Optimal cloning of qubits given by arbitrary axisymmetric distribution on Bloch sphere

TL;DR

This paper develops an optimal quantum cloning machine for qubits with arbitrary axisymmetric distributions on the Bloch sphere, generalizing phase-covariant cloning to a broader class of input states with analytical fidelity expressions.

Contribution

It introduces a new class of optimal cloning machines for axisymmetric distributions, extending phase-independent cloning with analytical formulas and implementation methods.

Findings

Derived analytical expressions for cloning fidelity.

Analyzed cloning of von Mises-Fisher and Brosseau distributions.

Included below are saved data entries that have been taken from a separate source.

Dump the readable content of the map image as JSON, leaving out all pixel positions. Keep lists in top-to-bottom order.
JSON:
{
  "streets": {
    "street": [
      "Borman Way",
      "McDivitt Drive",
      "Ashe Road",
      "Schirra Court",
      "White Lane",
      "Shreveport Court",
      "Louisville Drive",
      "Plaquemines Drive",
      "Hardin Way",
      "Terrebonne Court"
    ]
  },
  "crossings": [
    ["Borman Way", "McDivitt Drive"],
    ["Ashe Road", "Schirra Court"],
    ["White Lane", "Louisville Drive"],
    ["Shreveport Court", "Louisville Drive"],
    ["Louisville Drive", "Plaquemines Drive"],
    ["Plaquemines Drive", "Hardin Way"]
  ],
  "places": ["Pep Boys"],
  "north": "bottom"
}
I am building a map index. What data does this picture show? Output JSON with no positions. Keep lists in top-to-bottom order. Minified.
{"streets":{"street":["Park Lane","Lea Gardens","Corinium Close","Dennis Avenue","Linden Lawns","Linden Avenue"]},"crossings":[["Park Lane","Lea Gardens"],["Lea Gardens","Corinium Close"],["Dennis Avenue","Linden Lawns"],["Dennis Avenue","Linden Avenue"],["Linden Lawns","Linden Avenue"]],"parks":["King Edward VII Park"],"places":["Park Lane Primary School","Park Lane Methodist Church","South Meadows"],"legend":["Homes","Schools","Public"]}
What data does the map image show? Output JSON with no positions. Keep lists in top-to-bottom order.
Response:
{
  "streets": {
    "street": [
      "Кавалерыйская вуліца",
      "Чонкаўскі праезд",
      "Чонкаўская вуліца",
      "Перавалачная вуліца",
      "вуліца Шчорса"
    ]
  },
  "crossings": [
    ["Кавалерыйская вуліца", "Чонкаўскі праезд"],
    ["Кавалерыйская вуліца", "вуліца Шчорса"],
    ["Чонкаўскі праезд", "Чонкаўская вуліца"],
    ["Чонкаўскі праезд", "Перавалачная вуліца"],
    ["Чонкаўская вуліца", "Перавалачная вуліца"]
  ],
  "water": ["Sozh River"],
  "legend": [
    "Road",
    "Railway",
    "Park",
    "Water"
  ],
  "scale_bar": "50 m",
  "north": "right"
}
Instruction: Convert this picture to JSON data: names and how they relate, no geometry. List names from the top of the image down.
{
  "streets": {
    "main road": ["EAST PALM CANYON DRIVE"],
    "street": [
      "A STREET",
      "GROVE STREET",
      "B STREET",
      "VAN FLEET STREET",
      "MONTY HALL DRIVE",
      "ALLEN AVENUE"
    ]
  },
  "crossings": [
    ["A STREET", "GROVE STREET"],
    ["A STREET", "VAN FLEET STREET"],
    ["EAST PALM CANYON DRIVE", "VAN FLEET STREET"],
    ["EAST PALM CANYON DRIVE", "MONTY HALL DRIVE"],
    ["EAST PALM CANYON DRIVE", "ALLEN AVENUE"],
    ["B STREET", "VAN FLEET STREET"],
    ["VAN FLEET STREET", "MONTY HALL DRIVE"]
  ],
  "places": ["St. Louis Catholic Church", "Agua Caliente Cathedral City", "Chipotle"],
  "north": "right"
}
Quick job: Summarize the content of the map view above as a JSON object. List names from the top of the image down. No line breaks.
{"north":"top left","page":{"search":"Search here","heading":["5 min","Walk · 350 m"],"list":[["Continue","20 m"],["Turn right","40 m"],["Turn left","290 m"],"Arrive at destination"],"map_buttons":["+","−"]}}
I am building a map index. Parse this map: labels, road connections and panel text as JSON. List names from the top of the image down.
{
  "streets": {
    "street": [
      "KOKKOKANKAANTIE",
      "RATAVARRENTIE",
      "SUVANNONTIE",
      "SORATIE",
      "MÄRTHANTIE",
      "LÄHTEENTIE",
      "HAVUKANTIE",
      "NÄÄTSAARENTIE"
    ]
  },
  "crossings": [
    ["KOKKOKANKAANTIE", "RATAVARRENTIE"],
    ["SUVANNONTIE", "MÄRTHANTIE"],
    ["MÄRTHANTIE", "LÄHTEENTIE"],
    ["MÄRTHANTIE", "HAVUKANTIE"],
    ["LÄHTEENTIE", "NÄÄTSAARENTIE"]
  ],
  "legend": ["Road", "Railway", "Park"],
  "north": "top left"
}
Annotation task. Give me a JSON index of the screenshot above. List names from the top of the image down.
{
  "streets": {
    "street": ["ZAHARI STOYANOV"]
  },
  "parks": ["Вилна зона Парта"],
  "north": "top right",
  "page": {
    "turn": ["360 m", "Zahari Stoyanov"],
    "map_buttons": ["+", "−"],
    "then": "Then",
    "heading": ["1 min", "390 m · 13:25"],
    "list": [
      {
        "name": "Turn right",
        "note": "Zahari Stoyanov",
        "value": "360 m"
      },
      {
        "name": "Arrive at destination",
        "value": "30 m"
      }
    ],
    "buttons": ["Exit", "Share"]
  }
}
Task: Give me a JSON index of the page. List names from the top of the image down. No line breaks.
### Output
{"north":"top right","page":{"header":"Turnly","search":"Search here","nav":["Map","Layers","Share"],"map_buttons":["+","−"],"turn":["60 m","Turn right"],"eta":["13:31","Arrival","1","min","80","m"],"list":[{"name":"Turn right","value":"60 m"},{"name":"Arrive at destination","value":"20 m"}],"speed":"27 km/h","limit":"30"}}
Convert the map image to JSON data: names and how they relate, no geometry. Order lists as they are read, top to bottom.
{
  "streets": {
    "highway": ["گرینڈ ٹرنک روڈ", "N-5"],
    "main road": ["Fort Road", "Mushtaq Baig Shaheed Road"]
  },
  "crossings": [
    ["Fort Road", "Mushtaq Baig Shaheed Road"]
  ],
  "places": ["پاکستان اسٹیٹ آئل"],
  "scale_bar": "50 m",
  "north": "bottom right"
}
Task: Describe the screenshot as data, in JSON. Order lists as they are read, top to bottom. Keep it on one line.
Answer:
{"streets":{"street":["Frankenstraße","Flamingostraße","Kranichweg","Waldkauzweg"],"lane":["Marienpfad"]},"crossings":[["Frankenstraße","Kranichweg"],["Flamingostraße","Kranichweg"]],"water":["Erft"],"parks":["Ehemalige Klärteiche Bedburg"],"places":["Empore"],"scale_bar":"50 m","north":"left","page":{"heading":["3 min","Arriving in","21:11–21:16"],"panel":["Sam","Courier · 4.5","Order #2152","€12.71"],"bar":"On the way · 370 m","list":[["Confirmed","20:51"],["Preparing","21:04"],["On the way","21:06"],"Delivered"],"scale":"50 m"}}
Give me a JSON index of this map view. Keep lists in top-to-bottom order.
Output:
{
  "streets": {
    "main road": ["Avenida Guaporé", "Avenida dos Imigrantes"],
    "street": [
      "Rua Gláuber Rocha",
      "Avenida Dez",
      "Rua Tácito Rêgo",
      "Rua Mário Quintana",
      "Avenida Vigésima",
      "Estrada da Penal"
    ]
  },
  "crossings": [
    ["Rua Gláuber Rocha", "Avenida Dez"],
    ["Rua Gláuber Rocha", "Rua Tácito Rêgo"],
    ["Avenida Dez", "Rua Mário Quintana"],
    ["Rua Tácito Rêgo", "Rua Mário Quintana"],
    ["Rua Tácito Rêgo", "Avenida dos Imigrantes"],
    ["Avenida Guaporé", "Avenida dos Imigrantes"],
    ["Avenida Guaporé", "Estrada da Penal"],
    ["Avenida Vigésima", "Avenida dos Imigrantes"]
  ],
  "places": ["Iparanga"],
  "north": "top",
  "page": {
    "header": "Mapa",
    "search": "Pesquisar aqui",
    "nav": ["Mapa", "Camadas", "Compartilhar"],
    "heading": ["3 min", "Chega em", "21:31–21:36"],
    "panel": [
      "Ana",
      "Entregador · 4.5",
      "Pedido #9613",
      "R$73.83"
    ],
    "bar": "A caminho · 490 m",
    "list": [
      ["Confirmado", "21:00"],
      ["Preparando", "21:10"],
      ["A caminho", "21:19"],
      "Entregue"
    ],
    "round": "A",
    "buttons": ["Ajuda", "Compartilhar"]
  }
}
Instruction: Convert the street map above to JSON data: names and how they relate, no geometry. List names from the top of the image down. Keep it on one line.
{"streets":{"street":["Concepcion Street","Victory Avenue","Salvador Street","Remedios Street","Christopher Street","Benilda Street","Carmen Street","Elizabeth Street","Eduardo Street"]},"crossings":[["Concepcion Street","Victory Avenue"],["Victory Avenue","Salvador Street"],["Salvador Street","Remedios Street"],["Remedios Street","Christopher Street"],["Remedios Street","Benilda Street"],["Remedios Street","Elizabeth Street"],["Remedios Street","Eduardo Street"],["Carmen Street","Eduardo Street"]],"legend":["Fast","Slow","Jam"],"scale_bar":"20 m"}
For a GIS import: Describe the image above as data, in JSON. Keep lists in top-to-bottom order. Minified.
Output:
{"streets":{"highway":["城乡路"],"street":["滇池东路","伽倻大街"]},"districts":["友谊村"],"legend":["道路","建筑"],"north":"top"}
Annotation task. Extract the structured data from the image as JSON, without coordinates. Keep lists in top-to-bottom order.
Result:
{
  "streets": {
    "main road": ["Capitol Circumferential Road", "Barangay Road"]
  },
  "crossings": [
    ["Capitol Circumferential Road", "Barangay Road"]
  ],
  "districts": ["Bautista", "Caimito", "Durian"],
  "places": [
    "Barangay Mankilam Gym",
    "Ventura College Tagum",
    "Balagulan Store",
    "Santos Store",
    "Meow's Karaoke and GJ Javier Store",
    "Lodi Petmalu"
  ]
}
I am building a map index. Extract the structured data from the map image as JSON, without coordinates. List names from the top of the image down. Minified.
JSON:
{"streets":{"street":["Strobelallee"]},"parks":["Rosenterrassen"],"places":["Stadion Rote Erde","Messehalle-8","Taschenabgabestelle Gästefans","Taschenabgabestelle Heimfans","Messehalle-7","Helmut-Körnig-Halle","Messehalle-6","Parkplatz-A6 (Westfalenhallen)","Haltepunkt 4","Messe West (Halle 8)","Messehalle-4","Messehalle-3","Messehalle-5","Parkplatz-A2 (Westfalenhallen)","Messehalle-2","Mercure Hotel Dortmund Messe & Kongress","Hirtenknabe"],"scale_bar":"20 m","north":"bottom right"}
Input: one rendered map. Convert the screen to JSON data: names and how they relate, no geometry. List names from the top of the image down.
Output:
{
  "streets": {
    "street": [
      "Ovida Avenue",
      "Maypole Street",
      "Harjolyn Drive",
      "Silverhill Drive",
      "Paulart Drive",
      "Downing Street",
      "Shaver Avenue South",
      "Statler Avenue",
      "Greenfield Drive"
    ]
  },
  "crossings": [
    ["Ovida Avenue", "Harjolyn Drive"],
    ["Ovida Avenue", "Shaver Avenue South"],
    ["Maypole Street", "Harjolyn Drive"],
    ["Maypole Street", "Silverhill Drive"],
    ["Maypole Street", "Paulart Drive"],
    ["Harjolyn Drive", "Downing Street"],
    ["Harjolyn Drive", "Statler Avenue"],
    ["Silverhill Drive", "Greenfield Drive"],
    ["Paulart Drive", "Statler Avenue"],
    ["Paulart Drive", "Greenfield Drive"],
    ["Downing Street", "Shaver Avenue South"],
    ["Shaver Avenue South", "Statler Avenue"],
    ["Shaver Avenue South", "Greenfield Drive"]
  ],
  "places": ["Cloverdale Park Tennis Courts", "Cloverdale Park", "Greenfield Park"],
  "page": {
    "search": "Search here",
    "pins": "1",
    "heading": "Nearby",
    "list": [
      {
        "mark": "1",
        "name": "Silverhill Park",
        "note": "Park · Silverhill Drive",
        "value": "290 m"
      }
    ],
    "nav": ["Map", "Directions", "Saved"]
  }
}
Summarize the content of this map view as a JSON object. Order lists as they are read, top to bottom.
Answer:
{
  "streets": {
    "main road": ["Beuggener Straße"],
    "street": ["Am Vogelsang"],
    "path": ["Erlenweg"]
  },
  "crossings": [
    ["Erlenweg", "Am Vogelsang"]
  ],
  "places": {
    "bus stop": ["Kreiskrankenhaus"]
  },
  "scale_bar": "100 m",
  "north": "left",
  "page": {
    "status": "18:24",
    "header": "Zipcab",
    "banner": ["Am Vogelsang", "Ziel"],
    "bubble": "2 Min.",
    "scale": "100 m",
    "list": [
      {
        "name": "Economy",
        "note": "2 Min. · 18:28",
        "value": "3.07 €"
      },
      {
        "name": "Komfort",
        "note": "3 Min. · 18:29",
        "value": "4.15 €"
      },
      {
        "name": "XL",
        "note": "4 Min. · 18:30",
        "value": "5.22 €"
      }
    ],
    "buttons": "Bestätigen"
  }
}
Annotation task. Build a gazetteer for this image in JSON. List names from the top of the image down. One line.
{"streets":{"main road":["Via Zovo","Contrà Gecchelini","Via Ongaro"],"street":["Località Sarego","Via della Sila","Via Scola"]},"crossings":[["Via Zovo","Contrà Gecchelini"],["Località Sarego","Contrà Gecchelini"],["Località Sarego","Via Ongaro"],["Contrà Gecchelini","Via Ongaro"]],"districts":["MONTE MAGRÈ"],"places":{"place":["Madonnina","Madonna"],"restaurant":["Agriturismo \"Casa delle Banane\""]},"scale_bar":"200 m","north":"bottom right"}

Proposed implementation via modified mirror phase-covariant cloning machine.

Abstract

We find an optimal quantum cloning machine, which clones qubits of arbitrary symmetrical distribution around the Bloch vector with the highest fidelity. The process is referred to as phase-independent cloning in contrast to the standard phase-covariant cloning for which an input qubit state is a priori better known. We assume that the information about the input state is encoded in an arbitrary axisymmetric distribution (phase function) on the Bloch sphere of the cloned qubits. We find analytical expressions describing the optimal cloning transformation and fidelity of the clones. As an illustration, we analyze cloning of qubit state described by the von Mises-Fisher and Brosseau distributions. Moreover, we show that the optimal phase-independent cloning machine can be implemented by modifying the mirror phase-covariant cloning machine for which quantum circuits are known.